Another way to get on such a list is by replying to a spam mail sent by a firm that sends e-mail blasts to random names in hopes of landing on some legitimate addresses.
Singel says getting your name off a spam list can be near impossible.
"So it can be very difficult, from those marketers, to stop those e-mails, because once your e-mail is in there, it passes around so much that you opt out of one place, but you get spam from five other places."
Consumers often feel they can't do much besides complaining to the Federal Trade Commission or Better Business Bureau, but there have been some legal successes.

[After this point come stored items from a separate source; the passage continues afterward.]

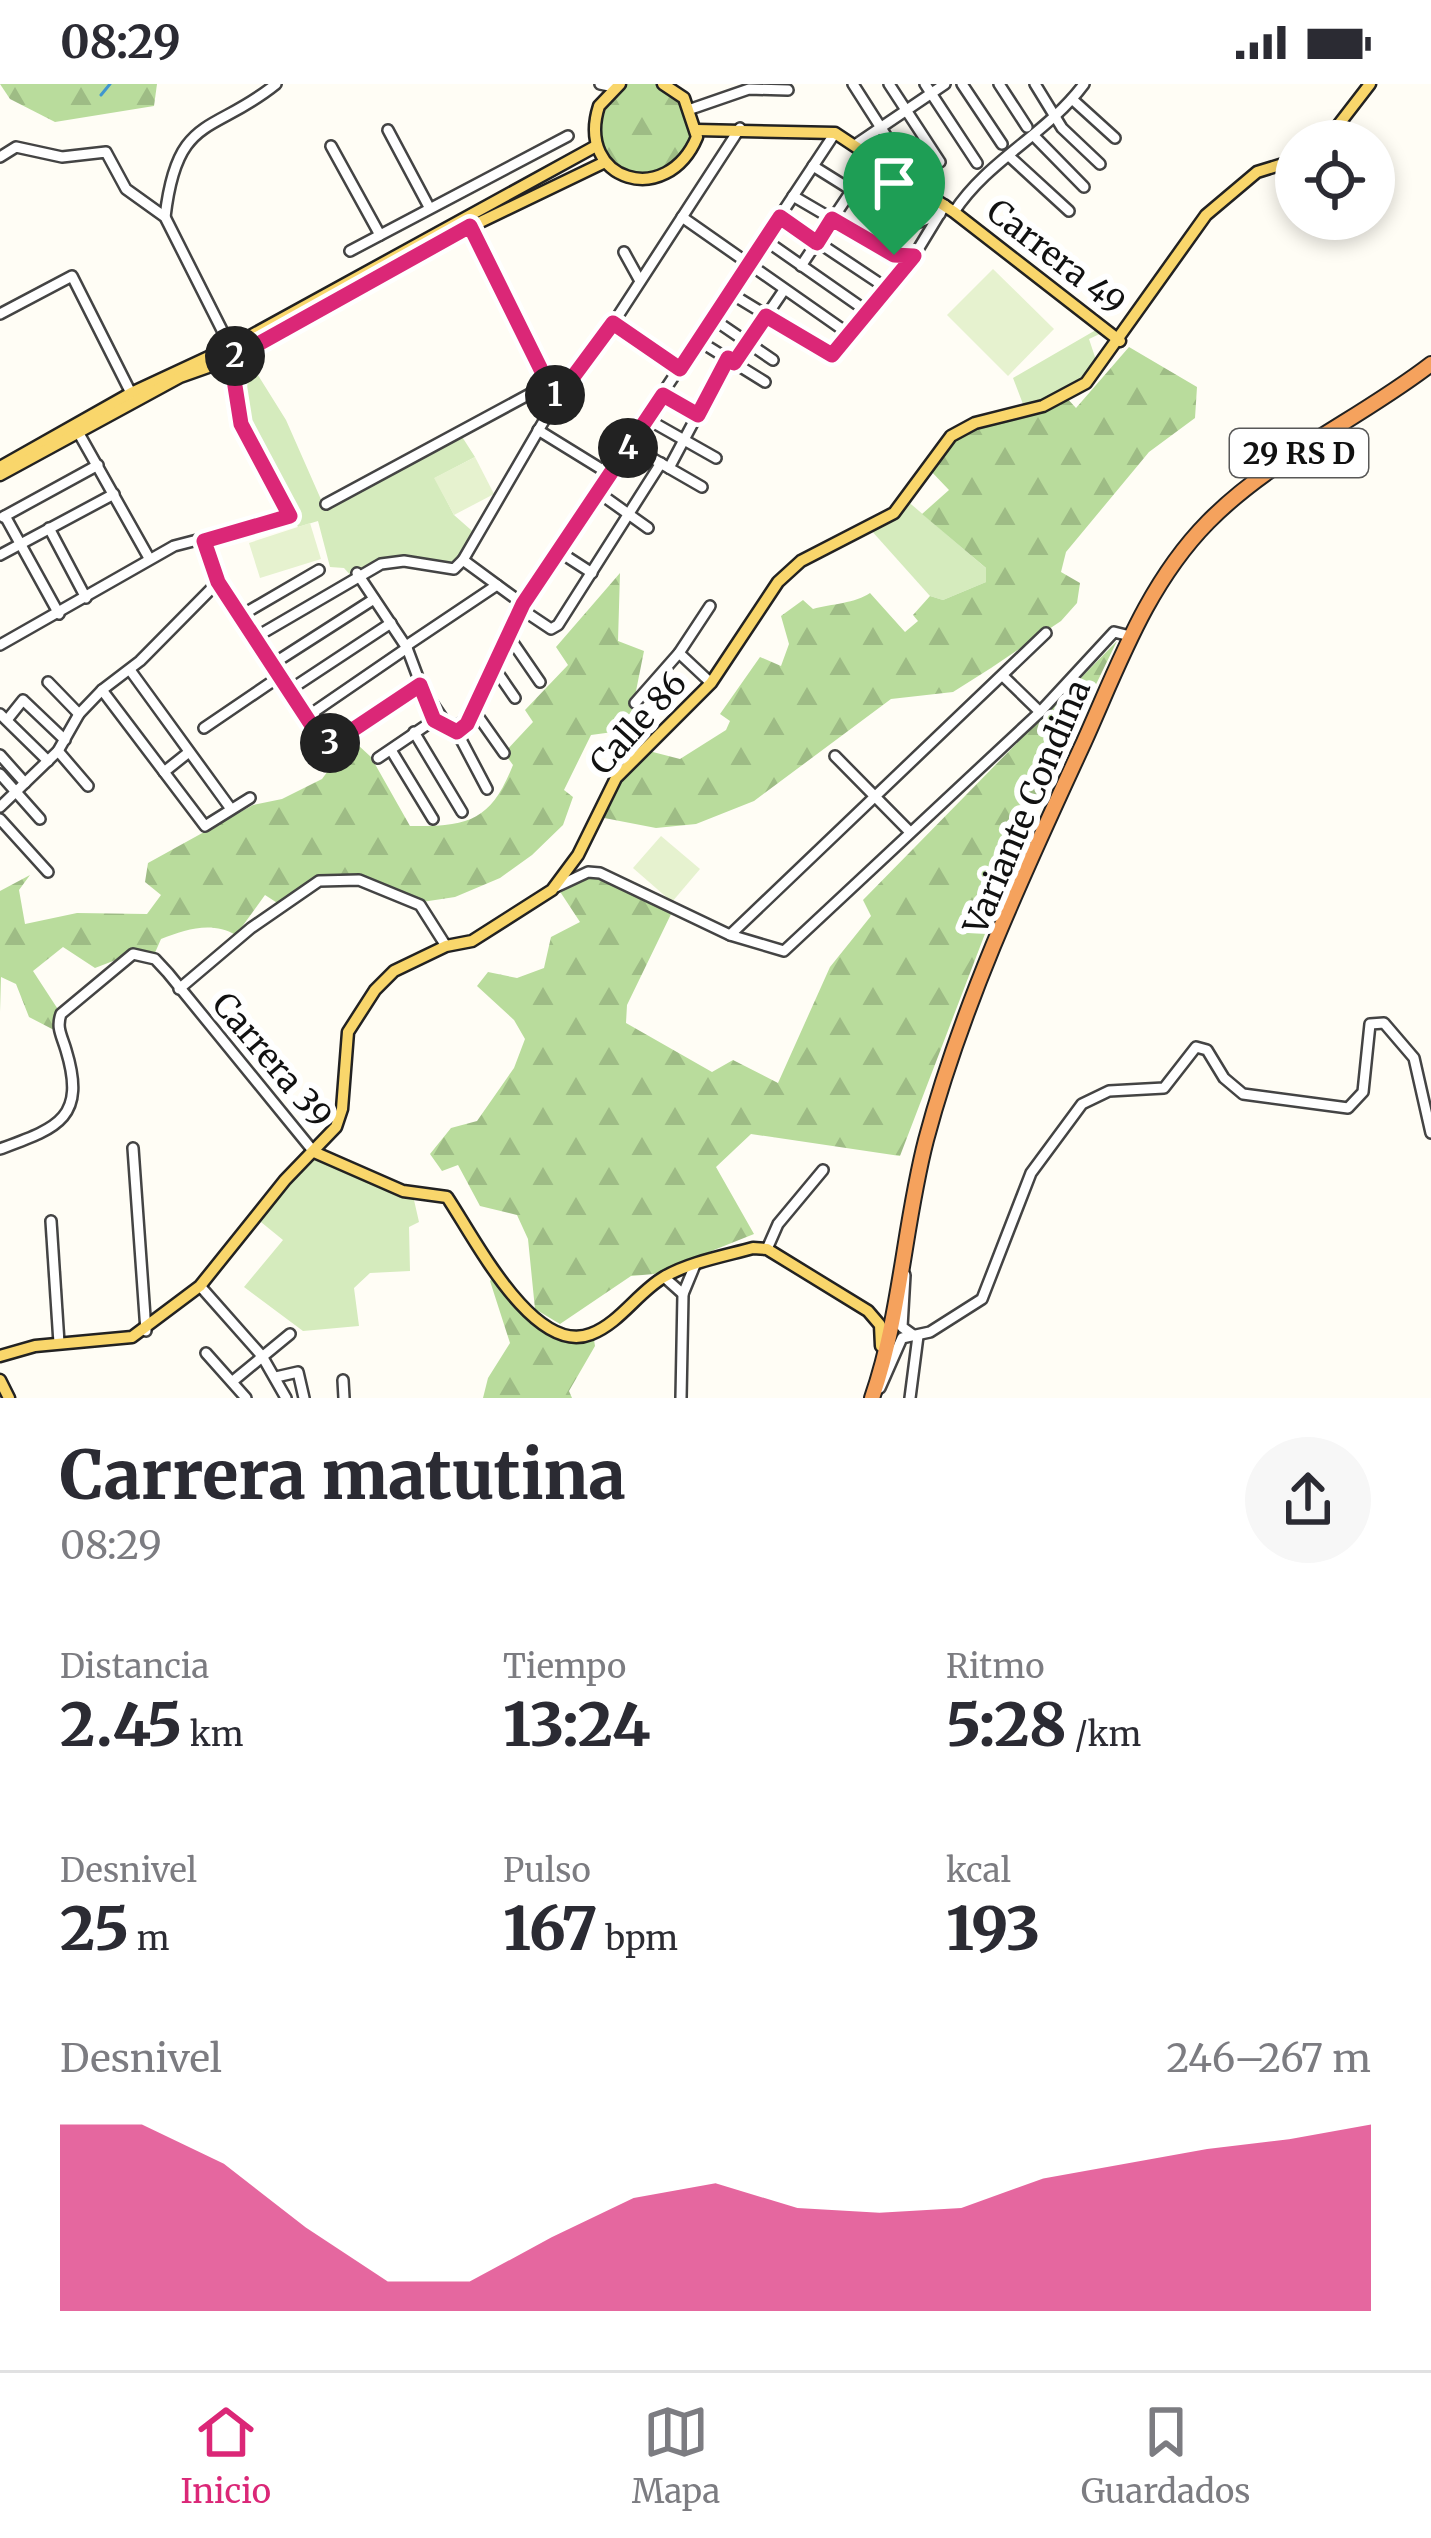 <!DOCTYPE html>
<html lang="es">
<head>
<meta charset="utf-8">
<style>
  body { margin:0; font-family:Merriweather,serif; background:#f7f7f7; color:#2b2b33; height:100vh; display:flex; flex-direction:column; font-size:45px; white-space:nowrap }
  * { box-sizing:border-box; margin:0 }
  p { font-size:39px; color:#7c7c81 }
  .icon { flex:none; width:66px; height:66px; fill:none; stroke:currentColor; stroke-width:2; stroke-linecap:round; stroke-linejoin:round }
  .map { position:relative; height:1314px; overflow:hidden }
  .panel { display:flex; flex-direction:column; background:#fff; flex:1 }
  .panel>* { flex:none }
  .fabs { position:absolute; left:1275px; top:36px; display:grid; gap:24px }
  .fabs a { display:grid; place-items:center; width:120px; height:120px; border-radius:50%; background:#fff; box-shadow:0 6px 18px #0003; font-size:60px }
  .pin { position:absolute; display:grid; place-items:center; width:102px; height:102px; color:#fff; margin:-123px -51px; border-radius:50% 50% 50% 0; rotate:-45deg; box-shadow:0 0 12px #0007 }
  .pin .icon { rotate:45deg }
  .km { position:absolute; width:60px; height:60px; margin:-30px; border-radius:50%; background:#222; color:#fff; font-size:33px; line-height:60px; text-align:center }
  .round { display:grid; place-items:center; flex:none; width:126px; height:126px; border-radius:63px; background:#f7f7f7 }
  .head { display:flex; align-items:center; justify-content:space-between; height:204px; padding:0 60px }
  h1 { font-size:66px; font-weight:800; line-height:90px }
  .metrics { display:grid; grid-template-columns:repeat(3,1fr); gap:18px; height:204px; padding:12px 60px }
  .metrics div { display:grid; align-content:center }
  .metrics b { font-size:60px; font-weight:800 }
  .metrics small { font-size:33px; font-weight:400 }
  .metrics p { font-size:33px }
  .chart { height:336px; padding:24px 60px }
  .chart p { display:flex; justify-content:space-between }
  .chart svg { width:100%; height:216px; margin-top:12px; fill:#db2777; opacity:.7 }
  .status { display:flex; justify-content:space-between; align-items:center; height:84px; padding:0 60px; background:#fff; direction:ltr }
  .status svg { height:33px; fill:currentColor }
  .tab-bar { display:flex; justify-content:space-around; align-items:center; height:168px; border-top:3px solid #e1e1e2; background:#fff; font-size:33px; color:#7c7c81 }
  .tab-bar a { display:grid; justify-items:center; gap:6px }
  .tab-bar .active { color:#db2777 }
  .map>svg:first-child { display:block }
</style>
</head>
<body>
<div class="status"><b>08:29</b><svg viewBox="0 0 49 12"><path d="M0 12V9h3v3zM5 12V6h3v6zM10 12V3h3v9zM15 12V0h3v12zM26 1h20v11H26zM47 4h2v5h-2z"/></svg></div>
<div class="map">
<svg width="1431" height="1314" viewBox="0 0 1431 1314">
  <defs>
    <pattern id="forest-firs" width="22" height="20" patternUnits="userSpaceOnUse" patternTransform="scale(3)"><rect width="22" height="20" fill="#b9dc9c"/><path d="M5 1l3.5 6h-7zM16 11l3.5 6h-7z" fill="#9ebc85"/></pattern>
  </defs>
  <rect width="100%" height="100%" fill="#fffdf5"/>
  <g fill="#d5ebbd">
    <path d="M1101,243L1106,247L1089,255L1099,285L1026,328L1013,294Z"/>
    <path d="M246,272L286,336L323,420L459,348L475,373L435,394L454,431L479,453L454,485L396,473L352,493L344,484L330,483L318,437L298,443L242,334L249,291L239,279Z"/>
    <path d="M905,415L987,485L986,498L943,516L930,512L870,445Z"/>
    <path d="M315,1070L414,1116L419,1138L409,1143L410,1187L370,1189L354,1204L359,1242L303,1247L244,1203L283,1156L256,1134Z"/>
  </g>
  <g fill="url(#forest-firs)">
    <circle cx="645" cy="45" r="48"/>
    <path d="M0,0H157L154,22L55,38L10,15Z"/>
    <path d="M1129,263L1197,303L1195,334L1149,368L1066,468L1061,488L1080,499L1077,519L1061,537L991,584L953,608L891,615L754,717L696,740L656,744L599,733L607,712L645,666L680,675L726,646L730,637L720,630L760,573L781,582L789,560L781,532L803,516L813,525C831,520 856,519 870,509L905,548L918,537L913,531L930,512L943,516L986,498V484L922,430L949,406L927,383L957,348L1065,312L1076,324Z"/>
    <path d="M620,489L618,557L644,567L632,627L613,648L591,651L564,706L573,713L563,741L532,771L500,794L455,813L422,818L359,796L322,794L282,822L265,811L236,851C212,837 186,845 161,855L154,871L139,867L95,884L63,863L33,887L61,930L54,946L29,933L16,900L1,893L0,928V807L30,791L19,806L25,840L77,829L147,830L161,811L145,798L148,779L253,721L282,715L322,695L339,672L358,661L371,673L410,742C470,743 491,736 513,681L504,669L533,638L525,626L568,581L556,563Z"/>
    <path d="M1117,557L1022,753L900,1072L751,1050L716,1083L754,1150L654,1190L631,1192L560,1240L535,1225L528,1155L517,1131L480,1122L458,1081L442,1087L430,1070L451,1044L477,1037L514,984L525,955L514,936L477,902L488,888L517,894L544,884L551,853L580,838L557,803L592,788L673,826L627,921L626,939L712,988L733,976L778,999L830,883L871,832L863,816Z"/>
    <path d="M498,1187L546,1246L593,1250L595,1262L569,1307L572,1314H483L488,1294L510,1259L490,1197Z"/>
  </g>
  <g fill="#e6f2cf">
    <path d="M993,185L1054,245L1008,292L947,231Z"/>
    <path d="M475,373L494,410L454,431L434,394Z"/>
    <path d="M310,439L321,475L260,494L249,459Z"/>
    <path d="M661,752L700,785L672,818L633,784Z"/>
  </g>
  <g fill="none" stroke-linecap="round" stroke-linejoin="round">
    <path stroke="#3f96cf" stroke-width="3" d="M101,11L110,0"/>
    <g stroke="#444" stroke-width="14">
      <g id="minor">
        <path d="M600,0L614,3"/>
        <path d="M853,0L899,72"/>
        <path d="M889,0L940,78"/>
        <path d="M925,0L977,79"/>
        <path d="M962,0L1002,60"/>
        <path d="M999,0L1027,43"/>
        <path d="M1035,0L1062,44L1100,80"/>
        <path d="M1072,15L1115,54"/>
        <path d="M691,25L749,5L788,6"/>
        <path d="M388,46L429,123"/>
        <path d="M1035,53L1084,103"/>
        <path d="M855,61L945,0"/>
        <path d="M331,62L380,151"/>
        <path d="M1009,72L1069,127"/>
        <path d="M0,73L16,63L62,73L106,68L126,105L165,133L230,262"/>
        <path d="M813,82L909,142L940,130"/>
        <path d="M793,112L894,171L914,172"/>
        <path d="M954,128C988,76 1047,50 1084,0"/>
        <path d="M165,133C177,29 213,51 276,0"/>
        <path d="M682,133L849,250"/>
        <path d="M780,133L888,205"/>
        <path d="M470,143L556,316"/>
        <path d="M765,156L868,228"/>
        <path d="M350,167L568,52"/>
        <path d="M624,168L640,197"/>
        <path d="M801,182L874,73"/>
        <path d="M730,209L832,271L914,172L945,121"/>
        <path d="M0,230L72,192L133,313"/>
        <path d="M713,235L773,276"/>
        <path d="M613,239L680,285"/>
        <path d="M699,257L765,298"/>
        <path d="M734,279L784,206"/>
        <path d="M663,311L698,331"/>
        <path d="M647,335L716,374"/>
        <path d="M77,346L149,474"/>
        <path d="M538,346L611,391"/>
        <path d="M629,361L702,403"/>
        <path d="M669,384L727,275"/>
        <path d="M599,409L648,444"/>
        <path d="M326,420L552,298"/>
        <path d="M5,432L59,530"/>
        <path d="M3,433L98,381"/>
        <path d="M49,444L86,514"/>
        <path d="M204,457L218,498L322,657L333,659L420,601"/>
        <path d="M558,467L592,489"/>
        <path d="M0,471L114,410"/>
        <path d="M463,476L523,520"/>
        <path d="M357,489L407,564L434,636L457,648L467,640L523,520L835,49"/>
        <path d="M524,527L551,545L558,541L661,379"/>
        <path d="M240,532L319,486"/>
        <path d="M507,550L540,598"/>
        <path d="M254,554L381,480L404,477L454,485L463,476L556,316L577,295L740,44"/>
        <path d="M0,561L174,462L290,432L241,340L238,298L229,277"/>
        <path d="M406,562L497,501"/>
        <path d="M679,569L711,599"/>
        <path d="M271,581L374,515"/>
        <path d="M493,582L515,614"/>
        <path d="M130,586L231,725"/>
        <path d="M1003,592L1040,628"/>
        <path d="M48,598L79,630"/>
        <path d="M420,601L445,638L456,642L464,637"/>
        <path d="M102,606L205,742L250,714"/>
        <path d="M288,607L391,539"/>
        <path d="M635,619L679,569L710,522"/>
        <path d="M473,625L504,669"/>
        <path d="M0,630L48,677"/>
        <path d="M305,634L407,564"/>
        <path d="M7,636L23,616L65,656"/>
        <path d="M204,644L279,593"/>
        <path d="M414,648L462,728"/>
        <path d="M457,648L487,705"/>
        <path d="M391,666L433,735"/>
        <path d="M58,667L88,702"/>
        <path d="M0,671L25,699"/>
        <path d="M835,672L909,747"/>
        <path d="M378,674L434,636"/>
        <path d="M164,688L189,668"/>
        <path d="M0,690L40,735"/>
        <path d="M0,723L58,667L79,630L102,606L140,577L218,498"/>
        <path d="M0,735L48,788"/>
        <path d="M556,803L588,788L600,789L730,851L784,867L1040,628L1114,548L1130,552"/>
        <path d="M730,851L1046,549"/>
        <path d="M179,905L251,844L319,797L359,796L420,821L446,862"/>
        <path d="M133,1064L146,1247"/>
        <path d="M0,1065C57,1044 87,1035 66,966C62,952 56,944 61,930L133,870L155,875L168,889L314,1068"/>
        <path d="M51,1137L59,1259"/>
        <path d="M767,1165L778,1140L823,1086"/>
        <path d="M905,1191L902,1243L913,1251"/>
        <path d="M664,1193L683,1210L695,1181"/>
        <path d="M200,1202L262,1272L286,1314"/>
        <path d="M206,1269L246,1314"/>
        <path d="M276,1293L298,1288L304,1314"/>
        <path d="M343,1296L344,1314"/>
        <path d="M233,1297L290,1250"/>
        <path d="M880,1304L902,1254L930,1248L982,1215L1031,1089L1082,1020L1109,1007L1164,1004L1196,963L1207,966L1224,994L1243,1010L1348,1024L1363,1008L1370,940L1384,939L1414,974L1431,1049"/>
        <path d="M681,1314L683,1210"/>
        <path d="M910,1314L918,1252"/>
      </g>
    </g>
    <g stroke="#222" stroke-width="15">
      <g id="major">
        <path d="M620,0L599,22C575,97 667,125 697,53L684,14L663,0"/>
        <path d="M697,46L835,49L954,128L1120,257"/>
        <path d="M1326,57L1370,0"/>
        <path d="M232,262L596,62"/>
        <path d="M0,383L131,309L232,262"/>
        <path d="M0,391L180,293L245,270L470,143L605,78"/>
        <path d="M314,1068L403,1107L447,1113C474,1153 534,1273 591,1250C620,1239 638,1208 664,1193C690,1178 724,1172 753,1164L767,1165L868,1227L880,1241L881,1262"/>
        <path d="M0,1272L35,1262L132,1253L200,1202L285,1096L336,1043L342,1025L348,948L375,906L394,887L446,862L472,857L552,806L578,771L616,694L711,599L778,498L801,477L894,429L951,352L975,339L1043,322L1086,299L1206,131L1257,88L1296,76"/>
        <path d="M0,1296L9,1314"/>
      </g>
    </g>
    <g stroke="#222" stroke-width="18">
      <path id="highway" d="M872,1314C901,1230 904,1141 926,1056C962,920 1025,786 1084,658C1119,580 1147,500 1208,438C1272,373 1360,335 1431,280"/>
    </g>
    <use href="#minor" stroke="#fff" stroke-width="9"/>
    <use href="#major" stroke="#f9d66b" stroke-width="10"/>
    <use href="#highway" stroke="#f5a25d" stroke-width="14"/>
  </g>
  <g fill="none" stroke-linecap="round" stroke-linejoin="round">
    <g stroke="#fff" stroke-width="24">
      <path id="route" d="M894,171L832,135L817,159L780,133L680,285L613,239L556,316L470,142L235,273L231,277L222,275L221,265L230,262C239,267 233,275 232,283L241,340L290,432L204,457L218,498L322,657L333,659L420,601L434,636L457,648L467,640L523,520L663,311L698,331L728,274L734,279L766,232L832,271L914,172L894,171"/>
    </g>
    <use href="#route" stroke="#db2777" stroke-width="15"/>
  </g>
  <g text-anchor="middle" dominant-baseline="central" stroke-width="12" stroke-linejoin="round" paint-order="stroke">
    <rect fill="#fff" stroke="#585858" stroke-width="3" x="1230" y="345" width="138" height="48" rx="9"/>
    <g font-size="30" font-weight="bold" fill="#111">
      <text x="1299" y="369">29 RS D</text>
    </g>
    <g font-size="33" fill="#111" stroke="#fff">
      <text transform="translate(1056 173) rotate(38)">Carrera 49</text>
      <text transform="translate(638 639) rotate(-48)">Calle 86</text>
      <text transform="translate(1027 723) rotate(-67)">Variante Condina</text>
      <text transform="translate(272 976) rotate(50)">Carrera 39</text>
    </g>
  </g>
</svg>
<div class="fabs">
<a><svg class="icon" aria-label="locate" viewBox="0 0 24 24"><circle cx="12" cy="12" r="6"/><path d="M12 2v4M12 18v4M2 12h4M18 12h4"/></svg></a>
</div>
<div class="pin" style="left:894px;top:171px;background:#1e9e55"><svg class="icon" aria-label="arrive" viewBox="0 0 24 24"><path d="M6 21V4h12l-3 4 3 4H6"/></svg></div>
<b class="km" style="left:555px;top:311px">1</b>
<b class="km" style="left:235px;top:272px">2</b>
<b class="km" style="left:330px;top:659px">3</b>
<b class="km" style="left:628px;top:364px">4</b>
</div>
<section class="panel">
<div class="head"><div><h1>Carrera matutina</h1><p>08:29</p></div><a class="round"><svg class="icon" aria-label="share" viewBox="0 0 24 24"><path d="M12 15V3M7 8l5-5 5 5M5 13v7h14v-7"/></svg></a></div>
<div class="metrics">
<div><p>Distancia</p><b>2.45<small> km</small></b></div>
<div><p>Tiempo</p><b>13:24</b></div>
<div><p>Ritmo</p><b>5:28<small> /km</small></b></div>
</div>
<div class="metrics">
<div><p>Desnivel</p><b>25<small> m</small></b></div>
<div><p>Pulso</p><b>167<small> bpm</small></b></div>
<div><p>kcal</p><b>193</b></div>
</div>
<div class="chart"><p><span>Desnivel</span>246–267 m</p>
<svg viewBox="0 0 160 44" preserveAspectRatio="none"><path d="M0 44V6L10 6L20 14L30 27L40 38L50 38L60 29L70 21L80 18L90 23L100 24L110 23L120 17L130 14L140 11L150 9L160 6V44z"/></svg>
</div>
</section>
<nav class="tab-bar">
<a class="active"><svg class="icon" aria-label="home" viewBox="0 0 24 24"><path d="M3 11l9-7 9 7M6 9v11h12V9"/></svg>Inicio</a>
<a><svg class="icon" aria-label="map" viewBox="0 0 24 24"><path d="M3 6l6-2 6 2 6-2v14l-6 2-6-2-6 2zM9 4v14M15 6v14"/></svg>Mapa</a>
<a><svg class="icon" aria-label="saved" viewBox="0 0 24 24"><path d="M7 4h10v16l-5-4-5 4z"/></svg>Guardados</a>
</nav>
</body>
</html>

In 2008, online advertiser ValueClick, Inc., and its subsidiaries, E-Babylon and Hi-Speed Media, were forced to pay a $2.9 million settlement for breaking CAN-SPAM Act laws.
The FTC charged that the companies were offering free iPods, laptops and game consoles to customers who filled out surveys — prizes that never materialized.
World-famous spammer Robert Soloway, who ran a company called Newport Internet Marketing, was arrested in 2007 and later sentenced to 47 months in federal prison for his spam and mail-fraud crimes.
Unlike the more "respectable" spam companies, Soloway was charged in connection with accusations that he faked return addresses on the e-mails he sent out, and that he used computer viruses to infect random consumers' PCs with programs that sent out even more spam.
The government dropped most of the charges against Soloway in a plea deal.
Back in 2003, Microsoft sued Soloway for spamming, and won. Soloway was ordered to pay Microsoft $7 million in damages, but so far, Microsoft has been unable to collect the money.
Internet security experts admit that while they continue to win some of the spam battles, they acknowledge that they're not winning the war.
"Every day there's going to be a little bit that leaks through — it doesn't matter what kind of spam system it is," says O'Donnell. "I mean, otherwise spam would be solved by now."